Prep Time 20 minutes
Cook Time 10 minutes
Total Time 50 minutes
Course Salad
Cuisine Asian
Servings 4
Calories 250 kcal

Ingredients
  

  • 2 packs instant ramen noodles (discard seasoning packets)
  • 1 cup shredded cabbage (green or purple)
  • 1 cup shredded carrots
  • 1 whole bell pepper, thinly sliced (any color)
  • 1/4 cup green onions, chopped
  • 1/4 cup sliced almonds
  • 1/4 cup sunflower seeds
  • 1/4 cup fresh cilantro, chopped (optional)
  • 1/3 cup sesame oil
  • 1/4 cup soy sauce
  • 2 tablespoons rice vinegar
  • 1 tablespoon honey
  • 1 teaspoon grated ginger
  • to taste salt and pepper

Instructions
 

  • Begin by cooking the ramen noodles according to package instructions without the seasoning.

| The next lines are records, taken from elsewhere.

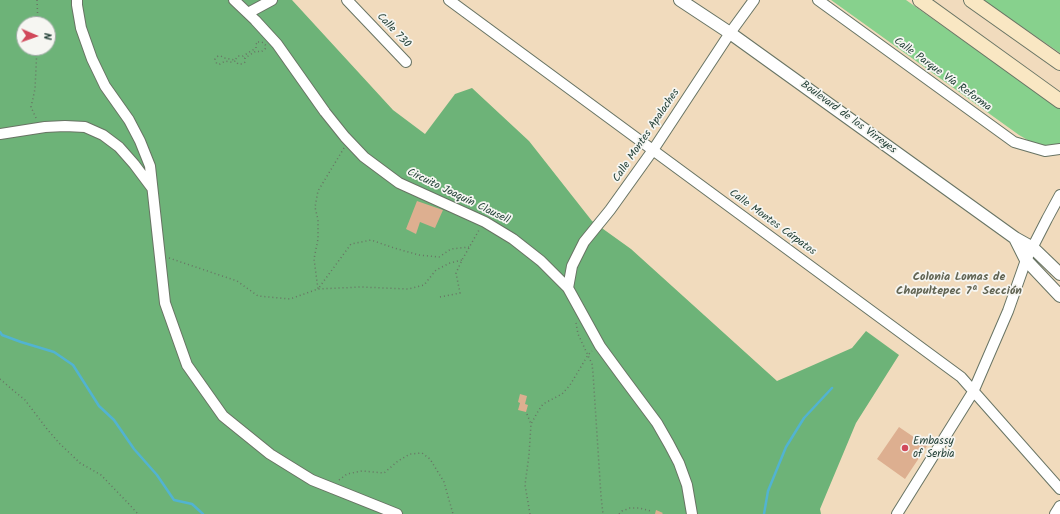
<!DOCTYPE html>
<meta charset="utf-8">
<style>
body{margin:0}
#map{position:relative;width:1060px;height:514px;overflow:hidden;background:#f1dbbd;font-family:Kalam,sans-serif}
canvas{display:block}
.north{position:absolute;left:16px;top:16px;width:40px;height:40px;box-sizing:border-box;background:#f6f6f2;border:1px solid #a0aca6;border-radius:50%;rotate:92deg;font-size:11px;font-weight:700;line-height:16px;text-align:center;color:#1f3d34}
.north::after{content:'';display:block;margin:auto;width:14px;height:18px;background:#d1495b;clip-path:polygon(50% 0,100% 100%,50% 72%,0 100%)}
</style>
<div id="map">
<canvas width="1060" height="514"></canvas>
<div class="north">N</div>
</div>
<script>
const ctx = document.querySelector('canvas').getContext('2d');
ctx.lineJoin = 'round';
function fillPath(path, color) { ctx.fillStyle = color; ctx.fill(path, 'evenodd'); }
const poly = rows => new Path2D(rows.map(r => 'M' + r).join(''));
function strokePath(path, color, width, dash) { ctx.strokeStyle = color; ctx.lineWidth = width; ctx.lineCap = dash ? 'butt' : 'round'; ctx.setLineDash(dash || []); ctx.stroke(path); }
function label(font, color, halo, rows, align = 'center') {
  ctx.font = font + ' Kalam,sans-serif'; ctx.lineWidth = 3.5; ctx.setLineDash([]); ctx.textBaseline = 'middle'; ctx.strokeStyle = halo; ctx.fillStyle = color; for (const [text, x, y, turn = 0] of rows) {
    ctx.save(); ctx.translate(x, y); ctx.rotate((+turn || 0) * Math.PI / 180); ctx.textAlign = isNaN(turn) ? turn : align; if (halo) ctx.strokeText(text, 0, 0); ctx.fillText(text, 0, 0); ctx.restore();
  }
}
const green = poly([
 [831,0,906,0,1060,109,1060,146,1036,145,1019,135],
 [983,0,1060,0,1060,53]
]);
const forest = poly([
 [0,0,292,0,393,110,425,134,455,94,472,88,529,141,592,221,631,249,777,381,852,348,866,331,899,355,856,423,820,509,821,514,0,514],
 [24,24,48,24,48,48,24,48]
]);
const stream = poly([
 [0,332,2,335,21,342,54,352,73,365,99,406,114,420,134,449,157,475,174,500,192,504,203,514],
 [764,514,768,491,786,447,804,418,832,388]
]);
const building = poly([
 [417,201,443,210,435,228,420,222,416,234,406,229],
 [520,394,527,396,525,404,528,405,526,412,518,410,520,403,518,402],
 [899,427,927,446,905,479,877,459],
 [656,510,663,513,662,514,655,514]
]);
const path = poly([
 [37,0,38,24],
 [258,42,261,42,264,43,266,46,265,49,261,52,256,51,245,58,245,62,242,64,238,64,236,61,231,62,225,61,220,64,217,64,216,62,215,59,218,56,221,56,224,58,235,60,238,56,243,56,256,48,256,44,258,42],
 [36,118,31,107,35,89,37,48],
 [344,148,318,191,315,207,318,220,318,239,314,259,318,289,351,244,371,240,394,248,419,255,439,257,451,249,469,247],
 [169,258,237,281,258,296,290,299,318,289,361,287,408,289,424,285,436,270,450,263,462,260],
 [440,297,460,293,456,273,462,260,479,230],
 [576,323,578,334,592,364,593,373,601,496,603,514],
 [0,379,14,391,25,400,47,429,59,443,80,463,101,475,127,502,138,514],
 [527,414,531,424],
 [339,480,347,474,362,471,384,473,398,461,410,454,422,453,430,459,444,482,453,514],
 [530,514,525,485,529,455,531,424,537,413,543,404,562,394,570,385,588,355,592,351],
 [619,514,622,511,630,508,639,508,651,511]
]);
const minor = poly([
 [77,0,77,5,81,28,92,59,105,86,129,120,140,141,150,166,165,303,187,365,223,416,270,454,312,480,397,514],
 [234,0,255,20,277,44,325,112,345,137,364,157,399,183,485,222,513,239,541,261,568,288,600,346,622,376,657,423,669,444,679,463,687,485,692,514],
 [347,0,406,62],
 [449,0,961,377,1060,489],
 [818,0,1014,142,1045,151,1060,149],
 [248,13,272,0],
 [0,134,45,127,65,126,85,127,103,135,119,147,134,164,152,188],
 [568,288,572,266,584,242,610,210,653,150,730,33,754,0],
 [897,514,973,392,1008,311,1026,260,1047,219,1060,195],
 [1055,514,1060,506]
]);
const tertiary = poly([
 [680,0,730,33,1015,238,1033,248,1060,274],
 [1015,238,1026,260,1060,296]
]);
const secondary = poly([
 [920,0,1060,101],
 [971,0,1060,63]
]);
const markers = [
 [905,448,4,"#d1495b"]
];
const streetNames = [
 ["Calle 730",393,31,46],
 ["Calle Parque Vía Reforma",942,75,36],
 ["Boulevard de los Virreyes",848,118,36],
 ["Calle Montes Apalaches",647,136,-56],
 ["Circuito Joaquín Clausell",458,197,26],
 ["Calle Montes Cárpatos",772,223,36]
];
const poiNames = [
 ["Embassy",913,442],
 ["of Serbia",913,455]
];
const neighbourhoodNames = [
 ["Colonia Lomas de",959,278],
 ["Chapultepec 7ª Sección",959,292]
];
fillPath(green, '#87d18d');
fillPath(forest, '#6db378');
strokePath(stream, '#52b3d1', 2.5);
fillPath(building, '#ddaf90');
strokePath(minor, '#687464', 12);
strokePath(tertiary, '#687464', 14);
strokePath(secondary, '#687464', 16);
strokePath(path, '#687464', 1.5, [1, 3]);
strokePath(minor, '#fff', 10);
strokePath(tertiary, '#fff', 12);
strokePath(secondary, '#f9e7c3', 14);
for (const [x, y, r, color] of markers) { const dot = new Path2D(); dot.arc(x, y, r, 0, 2 * Math.PI); ctx.fillStyle = color; ctx.fill(dot); strokePath(dot, '#f6f6f2', 1.5); }
label('11px', '#1f3d34', '#f6f6f2', streetNames);
label('11px', '#1f3d34', '#f6f6f2', poiNames, 'left');
label('bold 12px', '#626554', '#f6f6f2', neighbourhoodNames);
</script>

Drain and rinse under cold water to stop the cooking process. Set aside.
  • In a large mixing bowl, combine the shredded cabbage, shredded carrots, sliced bell pepper, and green onions.
  • Add the cooled ramen noodles to the vegetable mixture and gently toss to combine.
  • In a smaller bowl, whisk together the sesame oil, soy sauce, rice vinegar, honey, grated ginger, salt, and pepper until well combined.
  • Pour the dressing over the salad and toss gently until everything is evenly coated.
  • Add the sliced almonds, sunflower seeds, and fresh cilantro to the salad, folding them in cautiously to maintain crunch.
  • Refrigerate the salad for at least 30 minutes before serving to allow the flavors to meld together.

Notes

Serve in a large bowl or plate garnished with additional cilantro and a sprinkle of sesame seeds for added visual appeal. Place lime wedges on the side for an extra zing!